My colleague Ben put together an awesome dashboard to track how much we save, which works out to be several thousand a month:

Savings from compressing logs as they enter the logging pipeline, several thousand dollars a month
Savings from compressing logs as they enter the logging pipeline

Where else can compression help?

If you work in a Cloud environment, there are so many opportunities to save money by compressing your data.

Beyond logs, another GoCardless example is a tool called draupnir. This service hosts copies of our production databases for load testing and forensic analysis (query plan prediction, etc). Google SSD storage costs $187 per TiB/month, which means every copy of our 5TB Postgres costs $1,000/month.

Draupnir might host several copies at a time, depending on the use cases.
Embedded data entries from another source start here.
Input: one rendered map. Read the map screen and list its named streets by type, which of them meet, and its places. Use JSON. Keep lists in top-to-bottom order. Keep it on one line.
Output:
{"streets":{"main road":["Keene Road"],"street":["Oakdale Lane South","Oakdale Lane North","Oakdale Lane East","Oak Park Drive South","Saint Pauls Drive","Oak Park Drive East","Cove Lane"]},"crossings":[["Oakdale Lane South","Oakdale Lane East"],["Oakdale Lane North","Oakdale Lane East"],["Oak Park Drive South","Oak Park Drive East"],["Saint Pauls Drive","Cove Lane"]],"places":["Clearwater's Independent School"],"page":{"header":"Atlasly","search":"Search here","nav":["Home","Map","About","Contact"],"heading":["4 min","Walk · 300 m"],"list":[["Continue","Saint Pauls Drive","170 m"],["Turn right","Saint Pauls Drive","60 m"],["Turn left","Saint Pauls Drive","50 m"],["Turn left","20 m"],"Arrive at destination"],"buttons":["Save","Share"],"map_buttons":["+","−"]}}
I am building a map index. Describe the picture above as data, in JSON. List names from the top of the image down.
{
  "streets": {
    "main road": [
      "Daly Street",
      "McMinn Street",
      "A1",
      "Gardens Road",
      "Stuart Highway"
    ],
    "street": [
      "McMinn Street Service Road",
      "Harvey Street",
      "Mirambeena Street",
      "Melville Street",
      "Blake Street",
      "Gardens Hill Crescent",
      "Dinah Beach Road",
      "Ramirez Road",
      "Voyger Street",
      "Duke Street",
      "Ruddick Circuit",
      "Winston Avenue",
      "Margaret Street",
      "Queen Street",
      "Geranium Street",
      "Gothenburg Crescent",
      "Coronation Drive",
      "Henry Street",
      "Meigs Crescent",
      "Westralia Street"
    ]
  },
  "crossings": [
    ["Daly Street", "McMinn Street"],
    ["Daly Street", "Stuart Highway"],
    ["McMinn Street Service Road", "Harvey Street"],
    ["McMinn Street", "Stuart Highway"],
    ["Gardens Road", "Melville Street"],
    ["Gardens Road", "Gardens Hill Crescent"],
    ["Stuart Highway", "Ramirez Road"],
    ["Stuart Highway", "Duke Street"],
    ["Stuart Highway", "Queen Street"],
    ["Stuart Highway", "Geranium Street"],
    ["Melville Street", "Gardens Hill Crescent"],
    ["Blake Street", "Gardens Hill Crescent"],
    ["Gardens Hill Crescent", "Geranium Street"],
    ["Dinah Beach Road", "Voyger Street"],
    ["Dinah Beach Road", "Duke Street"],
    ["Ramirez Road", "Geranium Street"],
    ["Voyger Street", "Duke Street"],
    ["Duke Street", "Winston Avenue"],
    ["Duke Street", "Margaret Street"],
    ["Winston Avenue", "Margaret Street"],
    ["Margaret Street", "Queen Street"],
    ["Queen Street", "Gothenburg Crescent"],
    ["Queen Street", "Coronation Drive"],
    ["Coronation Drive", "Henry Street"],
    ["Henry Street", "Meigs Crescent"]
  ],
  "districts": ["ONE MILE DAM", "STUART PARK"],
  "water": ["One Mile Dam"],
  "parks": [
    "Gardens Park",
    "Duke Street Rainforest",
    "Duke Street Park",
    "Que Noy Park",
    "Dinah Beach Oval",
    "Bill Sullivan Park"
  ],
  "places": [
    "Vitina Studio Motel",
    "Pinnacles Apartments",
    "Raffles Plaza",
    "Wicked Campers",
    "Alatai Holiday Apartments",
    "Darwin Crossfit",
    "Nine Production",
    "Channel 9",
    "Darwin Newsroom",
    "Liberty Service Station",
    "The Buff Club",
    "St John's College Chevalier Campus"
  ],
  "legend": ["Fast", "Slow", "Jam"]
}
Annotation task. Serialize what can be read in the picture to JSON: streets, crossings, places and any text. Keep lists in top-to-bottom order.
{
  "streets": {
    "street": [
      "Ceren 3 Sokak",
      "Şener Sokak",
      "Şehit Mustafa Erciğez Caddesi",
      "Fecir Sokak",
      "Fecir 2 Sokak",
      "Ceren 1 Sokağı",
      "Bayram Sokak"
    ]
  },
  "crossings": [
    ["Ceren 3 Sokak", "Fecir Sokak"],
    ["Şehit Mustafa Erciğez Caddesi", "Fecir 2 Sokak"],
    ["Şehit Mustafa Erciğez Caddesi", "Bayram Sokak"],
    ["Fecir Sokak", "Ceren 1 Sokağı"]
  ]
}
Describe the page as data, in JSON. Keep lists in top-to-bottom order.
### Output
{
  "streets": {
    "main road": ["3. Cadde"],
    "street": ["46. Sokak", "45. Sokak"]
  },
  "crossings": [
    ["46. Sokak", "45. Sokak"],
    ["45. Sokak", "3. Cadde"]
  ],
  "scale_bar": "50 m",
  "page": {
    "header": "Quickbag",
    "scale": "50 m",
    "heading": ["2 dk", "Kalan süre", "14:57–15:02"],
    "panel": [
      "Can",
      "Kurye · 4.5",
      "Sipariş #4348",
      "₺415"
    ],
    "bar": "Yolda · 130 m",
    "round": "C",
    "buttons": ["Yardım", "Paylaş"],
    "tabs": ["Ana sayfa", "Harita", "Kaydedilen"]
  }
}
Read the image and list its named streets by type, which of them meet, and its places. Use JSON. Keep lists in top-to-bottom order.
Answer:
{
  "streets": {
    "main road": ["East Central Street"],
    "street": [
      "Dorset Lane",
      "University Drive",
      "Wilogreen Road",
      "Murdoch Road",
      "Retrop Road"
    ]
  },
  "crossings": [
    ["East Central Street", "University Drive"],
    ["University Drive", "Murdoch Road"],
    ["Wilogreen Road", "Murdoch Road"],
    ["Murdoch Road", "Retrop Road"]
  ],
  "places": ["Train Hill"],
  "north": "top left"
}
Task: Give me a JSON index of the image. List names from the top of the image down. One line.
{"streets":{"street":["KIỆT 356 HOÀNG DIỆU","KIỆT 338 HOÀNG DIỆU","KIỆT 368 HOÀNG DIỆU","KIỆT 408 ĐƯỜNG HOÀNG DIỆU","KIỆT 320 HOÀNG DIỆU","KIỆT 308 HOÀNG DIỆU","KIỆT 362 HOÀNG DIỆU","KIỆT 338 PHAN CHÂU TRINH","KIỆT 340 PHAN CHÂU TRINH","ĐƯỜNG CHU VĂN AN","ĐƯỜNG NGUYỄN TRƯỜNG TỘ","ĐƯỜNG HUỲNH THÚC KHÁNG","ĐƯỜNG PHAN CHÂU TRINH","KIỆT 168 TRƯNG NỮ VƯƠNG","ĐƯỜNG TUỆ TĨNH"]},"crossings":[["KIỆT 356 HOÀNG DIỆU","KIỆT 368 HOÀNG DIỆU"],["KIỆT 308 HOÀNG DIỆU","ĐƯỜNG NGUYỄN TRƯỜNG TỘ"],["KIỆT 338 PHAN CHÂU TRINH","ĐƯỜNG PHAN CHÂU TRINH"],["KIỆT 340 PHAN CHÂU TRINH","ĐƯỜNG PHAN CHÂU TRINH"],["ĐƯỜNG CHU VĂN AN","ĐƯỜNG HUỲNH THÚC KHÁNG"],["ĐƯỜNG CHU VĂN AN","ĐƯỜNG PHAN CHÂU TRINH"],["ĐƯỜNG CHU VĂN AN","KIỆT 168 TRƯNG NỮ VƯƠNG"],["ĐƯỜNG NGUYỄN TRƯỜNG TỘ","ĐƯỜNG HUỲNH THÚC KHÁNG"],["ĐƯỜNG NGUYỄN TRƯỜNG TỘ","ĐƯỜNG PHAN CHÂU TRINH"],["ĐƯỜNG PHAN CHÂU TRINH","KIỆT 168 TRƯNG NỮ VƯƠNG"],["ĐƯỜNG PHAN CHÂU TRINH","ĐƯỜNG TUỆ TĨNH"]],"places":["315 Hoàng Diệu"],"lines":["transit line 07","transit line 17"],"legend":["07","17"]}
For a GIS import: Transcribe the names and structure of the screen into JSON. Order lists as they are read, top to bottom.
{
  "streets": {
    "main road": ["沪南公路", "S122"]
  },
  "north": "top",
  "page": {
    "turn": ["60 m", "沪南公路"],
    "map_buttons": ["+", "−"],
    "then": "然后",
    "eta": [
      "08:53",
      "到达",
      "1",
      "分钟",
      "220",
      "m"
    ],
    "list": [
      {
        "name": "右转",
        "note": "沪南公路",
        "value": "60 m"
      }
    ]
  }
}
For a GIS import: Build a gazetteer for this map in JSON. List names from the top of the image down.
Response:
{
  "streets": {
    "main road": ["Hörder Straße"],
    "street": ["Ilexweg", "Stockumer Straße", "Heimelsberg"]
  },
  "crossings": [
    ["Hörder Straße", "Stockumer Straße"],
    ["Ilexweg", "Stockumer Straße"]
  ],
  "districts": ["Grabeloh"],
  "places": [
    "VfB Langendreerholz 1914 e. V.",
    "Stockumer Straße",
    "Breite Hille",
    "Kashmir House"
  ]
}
We can save a load of money by enabling btrfs compression to transparently compress the filesystem blocks, allowing us to use ~70% less SSD capacity than we may otherwise.

And if you thought compression was limited to cost savings, you’d be wrong! Having suffered from occasional micro-outages when people ran large backfills or built new database indexes, we solved the problem by enabling Postgres WAL compression (see Postgres Underused Features: WAL Compression, or the Postgres Write Ahead Log docs).

The outages were caused by database operations creating a large amount of WAL churn, where the replica would stall while writing the WAL to disk. By compressing the WAL stream, we significantly reduced the IO spikes, allowing the replica to handle the stream without issue.

There are more examples, but I think this paints a good picture.

How does this help you?

Compression is a trade-off, a decision we make to trade CPU for another resource that might be more expensive or less available. The value assigned to CPU, memory, or network bandwidth continually changes, and you’ll need to make this calculation on a case-by-case basis.

This post aimed to cover a scenario where the cost of compression, in both compute resource and time-to-build, was significantly outweighed by the savings it would make. Not all situations will have the same economics, but it takes a few minutes of napkin maths to decide either way.

I hope this case study prompts consideration of compression outside of standard, boring use-cases, and helps to find opportunities where you can apply it to your own systems.